The Chronicle does have some detail that the arrests "included the May 13 arrest of a woman wanted in an organized retail theft case; the May 3 arrest of three suspects in a San Francisco State University carjacking; and the Saturday arrest of a suspect wanted by by San Jose police in a sexual assault case."
But that’s a small sample size. Are these things really worth the pot of millions that the state has handed us for them? Or is this some law enforcement-industrial complex ruse that just gets plucky salespeople and hardware manufacturers richer on the taxpayer dime?
“We’re making arrests every day based on it,” SFPD spokesperson Evan Sernoffsky told the Chronicle. He cited data that says that 75% of US crimes involve a vehicle, and added that “just having that [license plate reader] information is hugely beneficial.”
Arrests everyday does sound like pretty good value. The Flock Safety license-plate readers employ camera infrastructure, but then run that visual data through police databases, both locally and regionally. They can then notify police via an email, an app alert, or even to a squad car’s screen that they’ve found a match, referred to as a “hit.”

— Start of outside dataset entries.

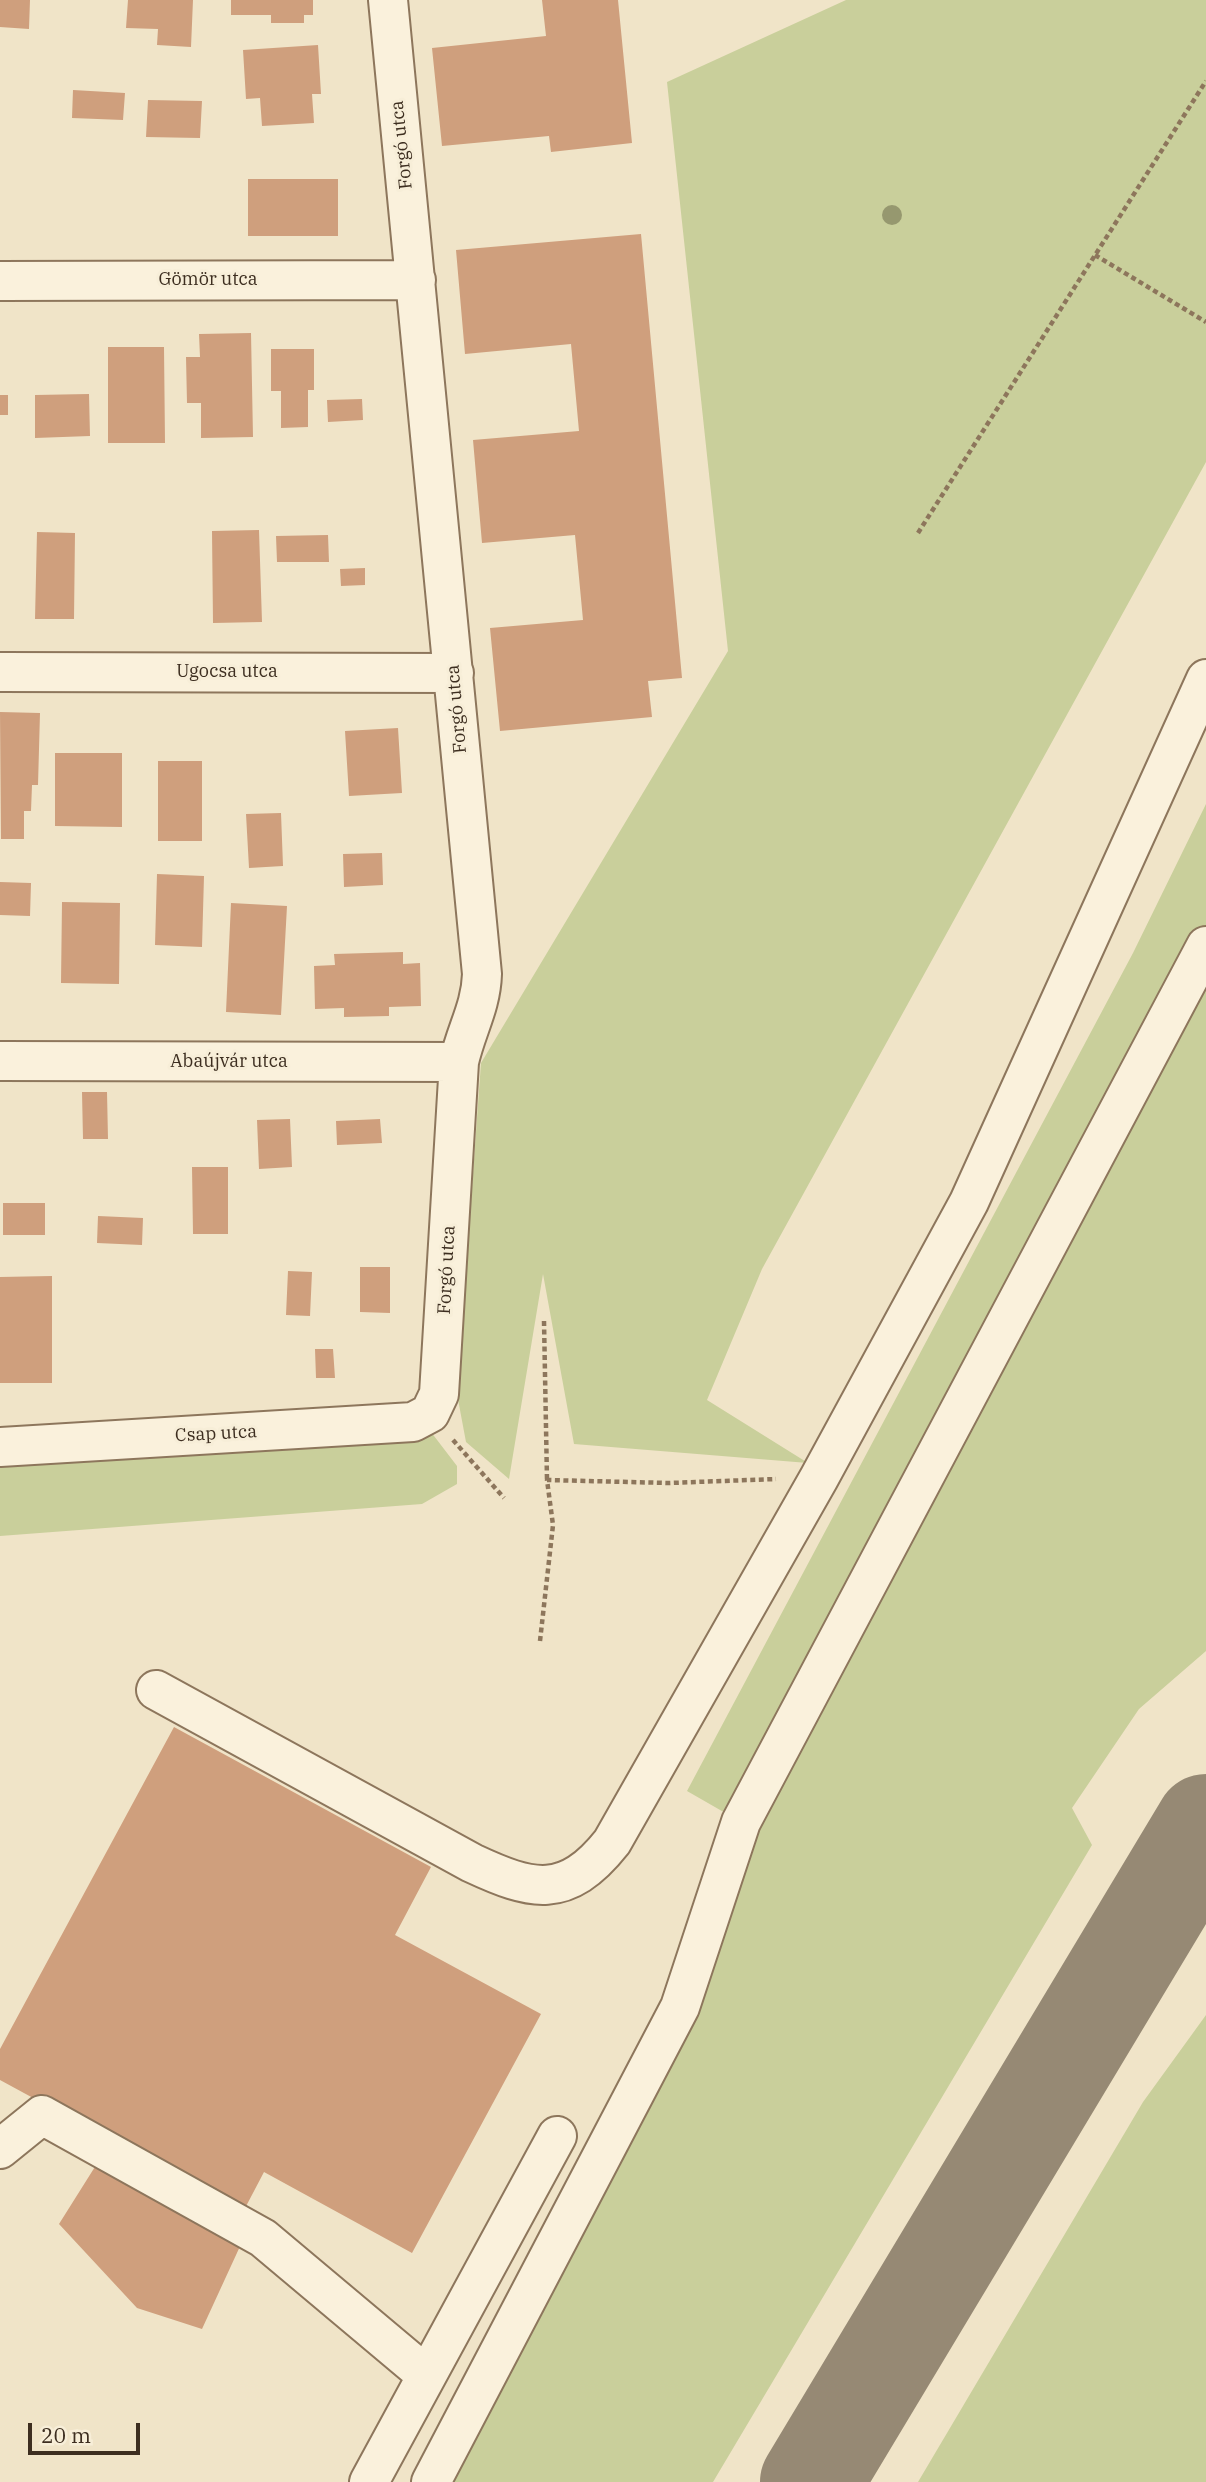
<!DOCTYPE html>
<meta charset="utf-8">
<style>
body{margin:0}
#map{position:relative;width:1206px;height:2482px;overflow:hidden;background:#f0e4c8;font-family:"IBM Plex Serif",serif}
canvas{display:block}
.scale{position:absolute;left:28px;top:2423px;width:112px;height:32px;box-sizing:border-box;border:4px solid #3d2e20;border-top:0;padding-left:9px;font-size:21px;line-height:24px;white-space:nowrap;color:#3d2e20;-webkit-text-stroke:5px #f7eed8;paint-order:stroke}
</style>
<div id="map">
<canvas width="1206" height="2482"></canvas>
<div class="scale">20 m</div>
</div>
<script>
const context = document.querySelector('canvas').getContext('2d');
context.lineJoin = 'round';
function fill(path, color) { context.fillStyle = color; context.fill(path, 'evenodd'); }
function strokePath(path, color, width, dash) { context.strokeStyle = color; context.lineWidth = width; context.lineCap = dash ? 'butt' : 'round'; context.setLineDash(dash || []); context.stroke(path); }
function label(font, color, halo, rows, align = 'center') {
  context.font = font + ' "IBM Plex Serif",serif'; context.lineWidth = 6; context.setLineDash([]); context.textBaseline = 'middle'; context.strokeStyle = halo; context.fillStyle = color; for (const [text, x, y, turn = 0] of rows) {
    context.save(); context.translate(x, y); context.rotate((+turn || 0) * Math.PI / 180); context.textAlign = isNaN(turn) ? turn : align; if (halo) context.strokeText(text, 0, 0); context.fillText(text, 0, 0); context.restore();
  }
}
const green = new Path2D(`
 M846,0H1206V462L762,1269L707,1400L808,1463L574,1444L543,1274L509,1479L466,1442L457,1394L481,1063L728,651L667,82Z
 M1206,804V1651L1139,1709L1072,1808L1092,1845L713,2482H433L680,2007L741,1822L687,1791L1133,953Z
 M431,1432L457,1466V1484L422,1504L0,1536V1462Z
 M1206,2015V2482H918L1143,2102Z`);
const taxiway = new Path2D(`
 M811,2482L1206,1825`);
const building = new Path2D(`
 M0,0H30L29,29L0,27Z
 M128,0H193L191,47L157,45L158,29L126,28Z
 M231,0H313V15H304V23H271V15H231Z
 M542,0H618L632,143L551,152L549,136L442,146L432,48L546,36Z
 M318,45L321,94H312L314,123L262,126L260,98L246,99L243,50Z
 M73,90L125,93L123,120L72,118Z
 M148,100L202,101L200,138L146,137Z
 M248,179H338V236H248Z
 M641,234L682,678L648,681L652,717L500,731L490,628L583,620L575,535L482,543L473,440L579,431L571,344L465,354L456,250Z
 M251,333L253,437L201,438V403H187L186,357H200L199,334Z
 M108,347H164L165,443H108Z
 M271,349H314V390H308V427L281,428V391H271Z
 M89,394L90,436L35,438V395Z
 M0,395H8V415H0Z
 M362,399L363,420L328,422L327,400Z
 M259,530L262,622L213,623L212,531Z
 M37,532L75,533L74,619H35Z
 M328,535L329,562H277L276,536Z
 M365,568V585L341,586L340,569Z
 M0,712L40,713L38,785H32L31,811H24V839H1Z
 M398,728L402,793L349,796L345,731Z
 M55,753H122V827L55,826Z
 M158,761H202V841H158Z
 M281,813L283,866L249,868L246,814Z
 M382,853L383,885L344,887L343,854Z
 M157,874L204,876L202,947L155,945Z
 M0,882L31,883L30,916L0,915Z
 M62,902L120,903L119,984L61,983Z
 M231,903L287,906L281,1015L226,1012Z
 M403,952V964L420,963L421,1006L389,1007V1016L344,1017V1008L315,1009L314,966L335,965L334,954Z
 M82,1092H107L108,1139H83Z
 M290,1119L292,1167L259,1169L257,1120Z
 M380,1119L382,1143L337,1145L336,1121Z
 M192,1167H228V1234H193Z
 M3,1203H45V1235H3Z
 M98,1216L143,1218L142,1245L97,1243Z
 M360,1267H390V1313L360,1312Z
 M288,1271L312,1272L310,1316L286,1315Z
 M52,1276V1383H0V1277Z
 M315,1349H333L335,1378H316Z
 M174,1727L431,1867L395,1935L541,2014L412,2253L264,2172L243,2212L0,2080V2049Z
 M98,2162L242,2242L202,2329L137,2308L59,2224Z`);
const path = new Path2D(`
 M1095,255L1206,322
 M918,533L1206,81
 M544,1321L547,1480
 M453,1440L504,1498
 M540,1641L553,1525L547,1480L669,1483L776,1479`);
const minor = new Path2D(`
 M0,281L416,280
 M0,672L454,673
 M0,1061L459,1062
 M0,1447L413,1422L430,1413L439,1394L459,1062C466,1030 481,1007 482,974L388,0
 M156,1690L472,1863C532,1891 566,1900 612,1842L819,1478L969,1202L1206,679
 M0,2149L42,2115L263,2238L425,2374
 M369,2482L557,2136
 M431,2482L680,2007L741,1822L1206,946`);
const trees = [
 [892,215]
];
const streetNames = [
 ["Forgó utca",402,145,-96],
 ["Gömör utca",208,280],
 ["Ugocsa utca",227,672],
 ["Forgó utca",457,709,-95],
 ["Abaújvár utca",229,1062],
 ["Forgó utca",447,1270,-87],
 ["Csap utca",216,1434,-3]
];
fill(green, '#c9cf9b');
strokePath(taxiway, '#968974', 102);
fill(building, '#cf9f7d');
strokePath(minor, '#8d765c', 42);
strokePath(path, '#8d765c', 4.5, [5, 3.5]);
strokePath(minor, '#faf1dc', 38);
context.fillStyle = '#96986f';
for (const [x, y] of trees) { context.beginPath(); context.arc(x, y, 10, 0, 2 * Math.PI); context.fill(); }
label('18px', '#3d2e20', '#f7eed8', streetNames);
</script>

These are separate from speed enforcement cameras, and are not meant for going after low-level moving violation offenders. They’re intended to catch the bigger fish in the crime game. But there are concerns they can also surveil those who are not involved with crime at all, as literally all motorists' movement is being tracked here.
“They’re not able to just say ‘we’re collecting data on criminals,’” Electronic Frontier Foundation director of investigations Dave Maass said to the Chron. “They’re collecting data, in fact, on innocent people going about their lives.”
The Chronicle cites the potential to illegally “spy on protesters, political rivals or journalists.” But consider also that police officers sometimes tend to go pretty medieval on their ex-lovers, and these license-plate readers could, theoretically, be the Holy Grail for a cop who, say, wanted to stalk their ex. The Chronicle also cites the case of Denise Green, an SF woman whose car SFPD misidentified as stolen, and they put Green on her knees with a loaded gun to her head.
That mistake was the fault of a license-plate reader error, which produced a false positive and wrongly identified Green’s car as stolen. As with most technologies, they’re often not as robust as the plucky salespeople and hardware manufacturers sell them as.